3. Meredith’s mother rarely leaves the bedroom and her mood sways between fragile and frantic. Grandpa, by contrast, is a soft-spoken Big Sur mountain man who loves the outdoors. How do these different personalities affect the way Meredith sees the world? How do they dictate family dynamics?

4. One way Meredith clings to the memory of her father is by listening to The Beatles, even though the music makes her cry. Does this resonate with your sense of music and visceral memory? Do you have songs that transport you back in time or make you feel strong emotions?

5. Reflecting on her childhood, Meredith writes:

I gravitated toward bees because I sensed that the hive held ancient wisdom to teach me the things that my parents could not. It is from the honeybee, a species that has been surviving for the last100 million years, that I learned how to persevere.

   What honeybee behavior does Meredith witness that informs her understanding of human nature and her own relationships? Has nature ever taught you something about yourself?

6. What was your comfort level with honeybees at the start of the book? Did it change by the end? How?
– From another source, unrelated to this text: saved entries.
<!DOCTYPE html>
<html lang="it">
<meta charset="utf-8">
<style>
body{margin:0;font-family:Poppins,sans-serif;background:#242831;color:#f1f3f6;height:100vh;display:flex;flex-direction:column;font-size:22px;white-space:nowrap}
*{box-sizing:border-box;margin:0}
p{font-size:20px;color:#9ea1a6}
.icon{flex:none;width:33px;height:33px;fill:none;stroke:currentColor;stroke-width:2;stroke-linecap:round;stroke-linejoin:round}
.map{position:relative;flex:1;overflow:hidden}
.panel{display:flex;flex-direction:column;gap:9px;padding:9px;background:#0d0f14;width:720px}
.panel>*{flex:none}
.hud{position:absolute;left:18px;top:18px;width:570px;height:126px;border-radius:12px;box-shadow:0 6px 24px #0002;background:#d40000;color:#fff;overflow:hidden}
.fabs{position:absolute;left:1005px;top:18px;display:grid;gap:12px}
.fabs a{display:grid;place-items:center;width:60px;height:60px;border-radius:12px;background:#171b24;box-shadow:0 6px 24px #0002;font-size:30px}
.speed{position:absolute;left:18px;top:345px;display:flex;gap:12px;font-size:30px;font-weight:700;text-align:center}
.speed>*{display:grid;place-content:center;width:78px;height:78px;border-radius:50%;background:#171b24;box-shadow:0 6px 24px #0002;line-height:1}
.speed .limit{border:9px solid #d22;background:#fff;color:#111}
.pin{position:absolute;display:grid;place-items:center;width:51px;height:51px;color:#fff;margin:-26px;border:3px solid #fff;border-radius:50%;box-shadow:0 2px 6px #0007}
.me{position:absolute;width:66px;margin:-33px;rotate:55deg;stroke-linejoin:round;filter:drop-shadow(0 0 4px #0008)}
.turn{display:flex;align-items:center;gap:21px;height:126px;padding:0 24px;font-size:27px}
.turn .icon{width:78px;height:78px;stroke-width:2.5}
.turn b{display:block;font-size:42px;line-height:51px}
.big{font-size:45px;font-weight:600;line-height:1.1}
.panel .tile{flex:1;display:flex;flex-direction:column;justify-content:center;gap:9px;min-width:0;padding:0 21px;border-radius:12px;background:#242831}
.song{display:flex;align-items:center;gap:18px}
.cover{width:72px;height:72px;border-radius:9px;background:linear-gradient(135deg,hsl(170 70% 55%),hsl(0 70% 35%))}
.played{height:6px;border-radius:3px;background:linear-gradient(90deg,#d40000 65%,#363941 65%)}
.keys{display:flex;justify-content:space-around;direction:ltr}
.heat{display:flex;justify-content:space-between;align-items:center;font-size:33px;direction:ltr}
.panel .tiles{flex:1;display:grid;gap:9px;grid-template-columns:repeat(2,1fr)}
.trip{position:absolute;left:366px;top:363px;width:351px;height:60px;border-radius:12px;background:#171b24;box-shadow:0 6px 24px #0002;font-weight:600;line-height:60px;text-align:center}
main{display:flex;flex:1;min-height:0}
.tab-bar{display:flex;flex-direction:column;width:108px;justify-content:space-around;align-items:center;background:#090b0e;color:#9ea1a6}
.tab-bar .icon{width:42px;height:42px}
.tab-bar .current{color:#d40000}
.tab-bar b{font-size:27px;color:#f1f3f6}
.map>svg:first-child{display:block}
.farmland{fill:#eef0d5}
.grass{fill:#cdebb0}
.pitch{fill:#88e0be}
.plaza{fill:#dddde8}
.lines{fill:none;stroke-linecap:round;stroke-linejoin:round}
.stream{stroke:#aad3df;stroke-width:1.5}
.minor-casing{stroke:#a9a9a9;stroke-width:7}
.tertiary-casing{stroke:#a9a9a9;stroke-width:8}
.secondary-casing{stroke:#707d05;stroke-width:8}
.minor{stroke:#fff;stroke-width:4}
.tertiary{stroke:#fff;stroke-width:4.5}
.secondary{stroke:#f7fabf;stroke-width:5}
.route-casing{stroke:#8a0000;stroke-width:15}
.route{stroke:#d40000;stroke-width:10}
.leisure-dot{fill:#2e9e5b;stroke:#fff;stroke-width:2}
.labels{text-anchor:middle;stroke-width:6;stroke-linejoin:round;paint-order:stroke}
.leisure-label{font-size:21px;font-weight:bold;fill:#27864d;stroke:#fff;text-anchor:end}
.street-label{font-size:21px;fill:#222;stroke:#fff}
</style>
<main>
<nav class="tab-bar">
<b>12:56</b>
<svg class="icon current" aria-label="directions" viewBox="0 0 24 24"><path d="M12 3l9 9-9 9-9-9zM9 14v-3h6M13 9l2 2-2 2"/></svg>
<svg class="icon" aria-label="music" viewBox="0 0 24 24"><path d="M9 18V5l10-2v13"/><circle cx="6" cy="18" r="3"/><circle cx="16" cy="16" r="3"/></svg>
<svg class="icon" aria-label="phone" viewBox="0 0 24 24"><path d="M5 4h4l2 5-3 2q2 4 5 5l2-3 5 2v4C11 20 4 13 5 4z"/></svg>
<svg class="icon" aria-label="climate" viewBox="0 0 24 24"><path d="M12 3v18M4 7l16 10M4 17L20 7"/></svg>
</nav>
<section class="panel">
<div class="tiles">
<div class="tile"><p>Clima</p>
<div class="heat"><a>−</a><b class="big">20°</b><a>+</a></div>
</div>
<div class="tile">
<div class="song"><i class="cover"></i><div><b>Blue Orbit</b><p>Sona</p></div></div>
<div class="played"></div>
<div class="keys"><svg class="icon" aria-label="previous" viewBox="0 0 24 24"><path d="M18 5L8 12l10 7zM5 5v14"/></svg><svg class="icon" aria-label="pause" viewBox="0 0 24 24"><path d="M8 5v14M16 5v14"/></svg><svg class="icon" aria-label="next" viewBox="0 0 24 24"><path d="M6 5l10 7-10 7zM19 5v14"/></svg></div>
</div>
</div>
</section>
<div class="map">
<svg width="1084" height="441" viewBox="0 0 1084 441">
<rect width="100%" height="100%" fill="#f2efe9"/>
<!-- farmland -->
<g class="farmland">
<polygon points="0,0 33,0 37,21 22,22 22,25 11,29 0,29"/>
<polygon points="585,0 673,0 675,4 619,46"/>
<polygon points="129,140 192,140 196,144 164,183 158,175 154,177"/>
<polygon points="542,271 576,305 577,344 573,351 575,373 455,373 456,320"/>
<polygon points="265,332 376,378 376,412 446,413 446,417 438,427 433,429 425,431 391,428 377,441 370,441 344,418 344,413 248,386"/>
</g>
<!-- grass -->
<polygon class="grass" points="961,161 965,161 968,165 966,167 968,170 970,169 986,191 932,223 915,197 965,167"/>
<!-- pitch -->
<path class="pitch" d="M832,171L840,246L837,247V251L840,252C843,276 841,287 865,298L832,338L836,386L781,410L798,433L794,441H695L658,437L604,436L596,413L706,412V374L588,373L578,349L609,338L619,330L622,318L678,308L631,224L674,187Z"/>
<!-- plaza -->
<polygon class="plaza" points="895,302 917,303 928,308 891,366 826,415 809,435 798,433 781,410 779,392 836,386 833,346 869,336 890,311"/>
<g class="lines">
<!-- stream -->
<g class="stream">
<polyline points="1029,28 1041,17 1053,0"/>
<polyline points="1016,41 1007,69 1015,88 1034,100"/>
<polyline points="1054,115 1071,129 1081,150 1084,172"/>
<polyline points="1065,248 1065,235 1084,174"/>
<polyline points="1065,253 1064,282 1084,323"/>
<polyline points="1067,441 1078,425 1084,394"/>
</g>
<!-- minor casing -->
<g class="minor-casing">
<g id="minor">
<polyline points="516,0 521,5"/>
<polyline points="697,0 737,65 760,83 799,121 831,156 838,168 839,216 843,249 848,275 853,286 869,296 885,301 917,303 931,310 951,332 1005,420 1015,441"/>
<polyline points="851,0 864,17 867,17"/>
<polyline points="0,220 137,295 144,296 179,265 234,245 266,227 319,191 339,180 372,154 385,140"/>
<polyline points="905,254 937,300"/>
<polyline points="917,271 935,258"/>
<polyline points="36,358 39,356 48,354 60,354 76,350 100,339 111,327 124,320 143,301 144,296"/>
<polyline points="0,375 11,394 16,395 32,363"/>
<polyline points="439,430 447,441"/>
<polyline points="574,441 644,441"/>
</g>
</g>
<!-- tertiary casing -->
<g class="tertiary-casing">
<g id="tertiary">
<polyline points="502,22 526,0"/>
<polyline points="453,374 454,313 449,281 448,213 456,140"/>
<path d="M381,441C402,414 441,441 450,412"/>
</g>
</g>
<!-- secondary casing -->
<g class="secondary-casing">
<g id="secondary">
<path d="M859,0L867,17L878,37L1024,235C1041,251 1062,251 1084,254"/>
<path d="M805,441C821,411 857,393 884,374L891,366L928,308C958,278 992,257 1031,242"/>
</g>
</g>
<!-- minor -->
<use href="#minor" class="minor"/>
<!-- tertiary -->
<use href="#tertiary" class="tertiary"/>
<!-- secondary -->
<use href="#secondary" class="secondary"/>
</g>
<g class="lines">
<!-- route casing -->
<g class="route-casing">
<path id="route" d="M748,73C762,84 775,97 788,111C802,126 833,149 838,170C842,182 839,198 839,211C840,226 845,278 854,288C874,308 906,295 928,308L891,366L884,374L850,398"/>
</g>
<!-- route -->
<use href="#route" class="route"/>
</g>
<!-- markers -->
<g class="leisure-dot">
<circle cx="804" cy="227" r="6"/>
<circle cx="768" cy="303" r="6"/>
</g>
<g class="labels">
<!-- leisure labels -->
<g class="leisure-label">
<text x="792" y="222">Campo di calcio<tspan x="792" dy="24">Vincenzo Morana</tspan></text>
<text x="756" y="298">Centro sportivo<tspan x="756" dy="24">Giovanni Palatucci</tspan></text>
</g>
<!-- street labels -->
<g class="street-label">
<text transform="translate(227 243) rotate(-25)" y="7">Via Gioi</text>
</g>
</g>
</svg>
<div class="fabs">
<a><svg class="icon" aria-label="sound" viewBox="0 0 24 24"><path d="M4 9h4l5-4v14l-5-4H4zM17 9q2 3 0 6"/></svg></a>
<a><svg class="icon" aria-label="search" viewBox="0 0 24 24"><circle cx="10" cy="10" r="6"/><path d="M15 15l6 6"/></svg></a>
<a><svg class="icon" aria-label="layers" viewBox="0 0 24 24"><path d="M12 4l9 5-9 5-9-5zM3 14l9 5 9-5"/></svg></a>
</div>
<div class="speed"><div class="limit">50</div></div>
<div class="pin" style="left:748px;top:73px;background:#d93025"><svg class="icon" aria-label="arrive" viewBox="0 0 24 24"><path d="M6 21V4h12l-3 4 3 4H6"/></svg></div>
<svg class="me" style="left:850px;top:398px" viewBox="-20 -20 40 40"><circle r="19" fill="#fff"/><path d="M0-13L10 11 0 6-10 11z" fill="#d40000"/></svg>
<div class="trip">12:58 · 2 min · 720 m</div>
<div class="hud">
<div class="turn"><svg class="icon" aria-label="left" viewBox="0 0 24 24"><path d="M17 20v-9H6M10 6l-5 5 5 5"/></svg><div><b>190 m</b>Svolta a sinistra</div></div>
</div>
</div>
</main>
7. The Honey Bus title was taken from a hollowed-out ramshackle army bus in the backyard where Grandpa bottled honey. When Grandpa teaches Meredith how to harvest for the first time, she writes, "The honey glowed in my hands, like a living, breathing thing. It was warm, and I loved it because it made sense when nothing else did." Throughout the story Meredith and Grandpa keep retreating to the honey bus. What role does this space play in both of their lives?

8. When Meredith’s brother Matthew is ten, he’s given his own bedroom—in a camping trailer in the yard. Meredith envies his freedom, yet Matthew remembers shivering in the winters and feeling ostracized, sequestered outside until he eventually left for college. What do you make of this living arrangement, and how did it create different family experiences for the two siblings? If Matthew wrote a memoir, how do you imagine it would differ from his sister’s?

9. In the epilogue, Meredith relocates Grandpa’s last remaining beehive to San Francisco to start an apiary of her own in a community garden. A little boy visiting on a school trip tells her with pride that his grandfather keeps bees. Meredith tells him that he’s "the luckiest boy in the world." What do you make of this final scene?